Media as atomic structures

Root posts: On the new opening of a domainThe bias of communication

Marshall McLuhan aimed to initiate the scientific investigation and mapping of the domain of human sciences and humanities through the identification of the structure of its atomic elements — “media”.

Atoms in the physical sciences are not ‘a-tomic’ (Greek: ‘un-cuttable’) in the sense that they have no smaller components. Particle physics is the study of just how complex (and therefore ‘cuttable’) these atomic structures are.  The chemical atoms are  ‘uncuttable’ only in the sense — only in the fundamental sense — that important definition and investigation must focus on them. Exactly so with McLuhan’s media.

The basic ‘particles’ of media are “eye and ear”:

There are only two basic extreme forms of human organization. They have innumerable variants or “parti-colored” forms. The extreme forms are the civilized and the tribal (eye and ear)… (TT 22)
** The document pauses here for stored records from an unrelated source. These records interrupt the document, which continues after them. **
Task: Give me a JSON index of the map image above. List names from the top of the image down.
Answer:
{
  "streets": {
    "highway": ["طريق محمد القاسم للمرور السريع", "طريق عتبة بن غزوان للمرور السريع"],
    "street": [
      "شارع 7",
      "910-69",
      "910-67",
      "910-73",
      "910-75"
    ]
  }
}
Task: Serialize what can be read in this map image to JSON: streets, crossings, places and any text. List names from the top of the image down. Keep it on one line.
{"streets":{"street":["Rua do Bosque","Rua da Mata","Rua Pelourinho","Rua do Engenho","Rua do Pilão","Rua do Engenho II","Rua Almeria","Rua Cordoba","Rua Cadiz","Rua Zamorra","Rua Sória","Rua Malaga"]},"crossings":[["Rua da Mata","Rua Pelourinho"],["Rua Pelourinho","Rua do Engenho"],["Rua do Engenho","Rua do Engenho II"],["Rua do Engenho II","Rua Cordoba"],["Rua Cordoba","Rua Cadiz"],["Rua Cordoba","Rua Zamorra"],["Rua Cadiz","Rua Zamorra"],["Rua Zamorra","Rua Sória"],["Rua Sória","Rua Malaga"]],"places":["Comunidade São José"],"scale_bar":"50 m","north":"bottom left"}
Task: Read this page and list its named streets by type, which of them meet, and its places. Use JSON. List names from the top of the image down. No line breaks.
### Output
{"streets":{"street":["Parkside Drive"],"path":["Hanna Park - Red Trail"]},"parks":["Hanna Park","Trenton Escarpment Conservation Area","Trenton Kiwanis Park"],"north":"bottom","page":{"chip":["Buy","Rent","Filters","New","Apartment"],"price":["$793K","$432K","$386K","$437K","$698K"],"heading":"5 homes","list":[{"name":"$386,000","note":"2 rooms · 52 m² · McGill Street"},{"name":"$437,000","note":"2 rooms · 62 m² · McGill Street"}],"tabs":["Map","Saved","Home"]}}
All material elements are expressions of the formula (PE)n. Their atoms are composed of some matching number (n) of protons and electrons (PE), plus some roughly matching number of neutrons (Nx), where x approximates n, but can also be zero. The “two basic extreme forms” of the chemical element are therefore the proton and the electron. All of the chemical elements — and all the “innumerable” things compounded of those elements — are “variants” of their combination.

In a comparable way, all elementary media are a relation R of the “basic extreme forms” of eYe and eAr — eYe R eAr — but here the relation R does not consist of some quantifiable matching number, but of some variable quality of “preference” and “stress”. (The designations eYe and eAr are intended only to indicate that these are formal structures and not senses as found objects. The same holds for toUch which McLuhan generally treats as R. This sort of refocus from found object to formal structure explains how it is that McLuhan can speak of using the eye as an ear or can think of TV as a medium of touch, not of vision.  An analogous turn from found object to structure occurs with chemistry or, indeed, with any scientific law like Galileo’s law of falling bodies.)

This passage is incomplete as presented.